Introduction: Viral hepatitis type C became one of the most dangerous hepatic diseases, bearing high risk of eventually fatal complications. Now a great deal of public health funds has to be used for prevention and treatment of this serious disease. Only very detailed knowledge of the disease could help to a medical practitioner in his everyday confrontation with this serious problem.

Materials and methods: Data, diagnostic, therapeutic and preventive suggestions given in this paper are result of a comprehensive review of relevant literature.
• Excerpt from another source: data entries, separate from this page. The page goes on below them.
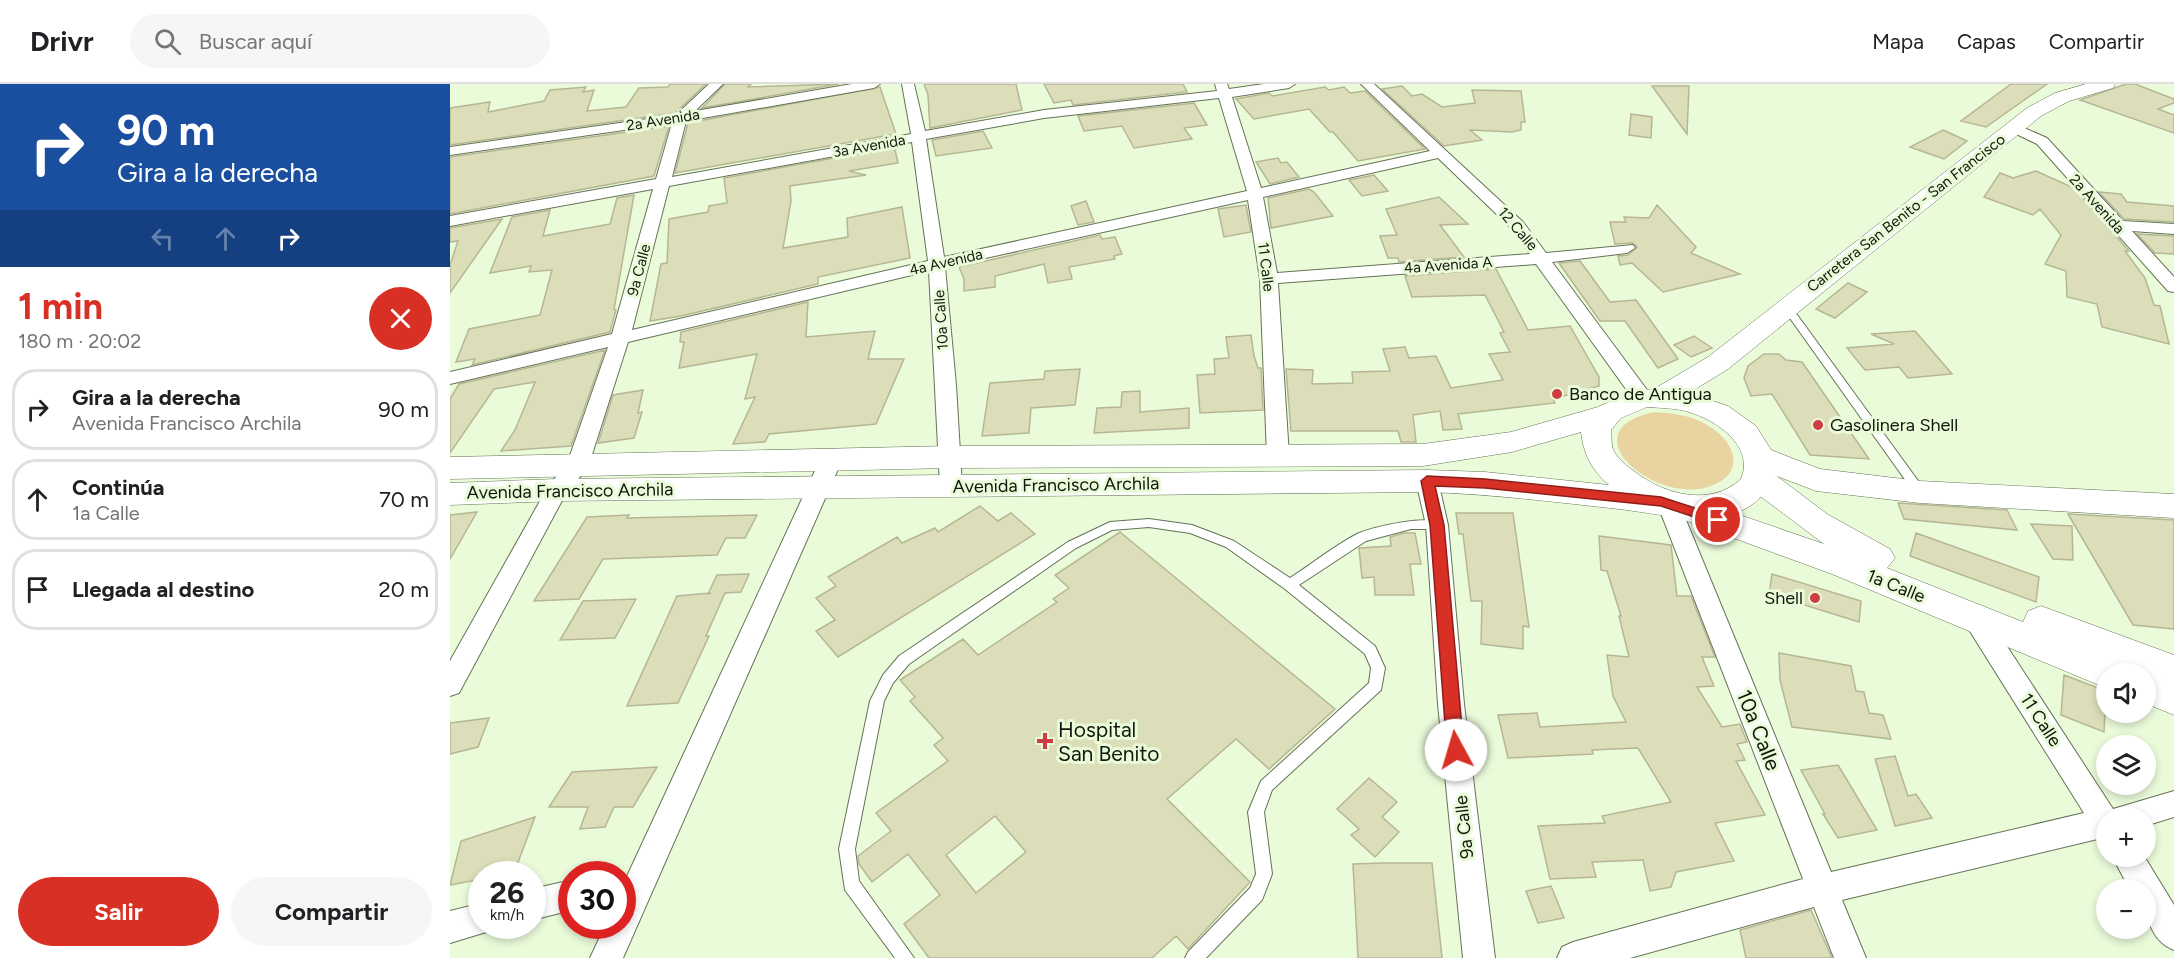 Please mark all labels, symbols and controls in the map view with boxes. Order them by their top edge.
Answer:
search box [130,14,550,68]
text: Drivr [30,24,94,58]
icon: search [151,25,184,58]
text: Buscar aquí [199,28,312,55]
text: Mapa [1872,29,1924,54]
text: Capas [1957,29,2016,54]
text: Compartir [2049,29,2144,54]
text: 90 m [117,105,215,156]
street label: 2a Avenida [625,105,701,135]
icon: right [18,108,96,186]
street label: Carretera San Benito - San Francisco [1803,130,2009,296]
street label: 3a Avenida [831,131,907,161]
text: Gira a la derecha [117,156,318,189]
street label: 2a Avenida [2066,171,2128,237]
street label: 12 Calle [1494,204,1542,254]
icon: left [146,222,179,255]
icon: ahead [209,222,242,255]
icon: right [272,222,305,255]
street label: 11 Calle [1254,241,1278,293]
street label: 9a Calle [623,242,655,298]
street label: 4a Avenida [908,245,984,279]
street label: 4a Avenida A [1403,253,1493,277]
text: 1 min [18,285,103,328]
button: close [369,287,432,350]
street label: 10a Calle [930,289,952,351]
text: 180 m · 20:02 [18,329,141,353]
place label: Banco de Antigua [1569,383,1712,405]
text: Gira a la derecha [72,384,241,411]
marker: Banco de Antigua [1550,387,1564,401]
icon: right [21,393,54,426]
text: 90 m [378,396,429,423]
text: Avenida Francisco Archila [72,411,302,435]
place label: Gasolinera Shell [1830,414,1958,436]
marker: Gasolinera Shell [1811,418,1825,432]
street label: Avenida Francisco Archila [953,472,1159,498]
text: Continúa [72,474,165,501]
street label: Avenida Francisco Archila [467,478,673,504]
icon: ahead [21,483,54,516]
text: 70 m [379,486,429,513]
pin [1692,494,1743,545]
text: 1a Calle [72,501,140,525]
icon: arrive [1701,503,1734,536]
street label: 1a Calle [1864,564,1929,608]
icon: arrive [21,573,54,606]
text: Llegada al destino [72,576,254,603]
text: 20 m [378,576,429,603]
place label: Shell [1764,587,1803,609]
marker: Shell [1808,591,1822,605]
map controls [2096,663,2156,939]
button: sound [2096,663,2156,723]
street label: 10a Calle [1732,686,1786,774]
street label: 11 Calle [2016,689,2066,751]
place label: Hospital San Benito [1058,717,1159,766]
position arrow [1424,718,1488,782]
marker: Hospital San Benito [1036,732,1054,750]
button: layers [2096,735,2156,795]
street label: 9a Calle [1450,794,1478,860]
button: + [2096,807,2156,867]
speed limit sign: 30 [558,861,636,939]
text: 26 [490,874,524,911]
button: Salir [18,877,219,946]
button: Compartir [231,877,432,946]
button: − [2096,879,2156,939]
text: km/h [490,906,524,924]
Results: The causative agent of hepatitis type C is an RNA virus with six different genotypes. It is easily transmitted from one host to the other only by transferring large amounts of body fluids (blood or plasma transfusion, or prolonged, repeated inoculations of small quantities of infected fluids intravenous drug abusers, recipients of clotting factors, accidental needle sticks). The quantification of the disease activity could be done by a numerical scoring system, originally issued by Knodell, which takes into account four categories: periportal necrosis, intralobular necrosis, portal inflammation and fibrosis. The incubation period of hepatitis C varies from 5 to 7 weeks. It starts like a relatively mild acute disease, but eventually it progresses to chronicity. About 10-20% of patients develops cirrhosis, and yet unknown percentage of patients develops hepatocellular carcinoma. On average, it takes about 30 years for chronic hepatitis C to progress to cirrhosis or cancer.
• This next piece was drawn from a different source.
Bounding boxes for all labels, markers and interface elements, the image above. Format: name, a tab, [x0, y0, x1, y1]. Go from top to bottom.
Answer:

Discussion: Serologic testing for anti-HCV proves the existence of specific antibodies against hepatitis C virus. It becomes positive only after 5-6 weeks from clinical onset. Much more sensitive test is PCR, which proves the viral RNA in body fluids. PCR is positive as early as 2 weeks from the onset of hepatitis. Up to now, the only 100% certain way to prove existence of chronic hepatitis is liver biopsy. Interferon alpha is nowadays used for management of this serious disease. The accepted dose is 3,000,000 U three times weekly for 24 weeks. About 46% of treated patients will have both serological and histological improvement. Total liver collagen and iron staining in portal areas are significantly decreased after the treatment course, giving hope for postponing the onset of cirrhosis. However, half of the responders will experience relapse of the disease within 8 months from the end of treatment, and sustained biochemical and virological response could be seen in only 5% of patients. The sustained response rate was increased in some studies to 29% when iron reduction was undertaken along with interferon.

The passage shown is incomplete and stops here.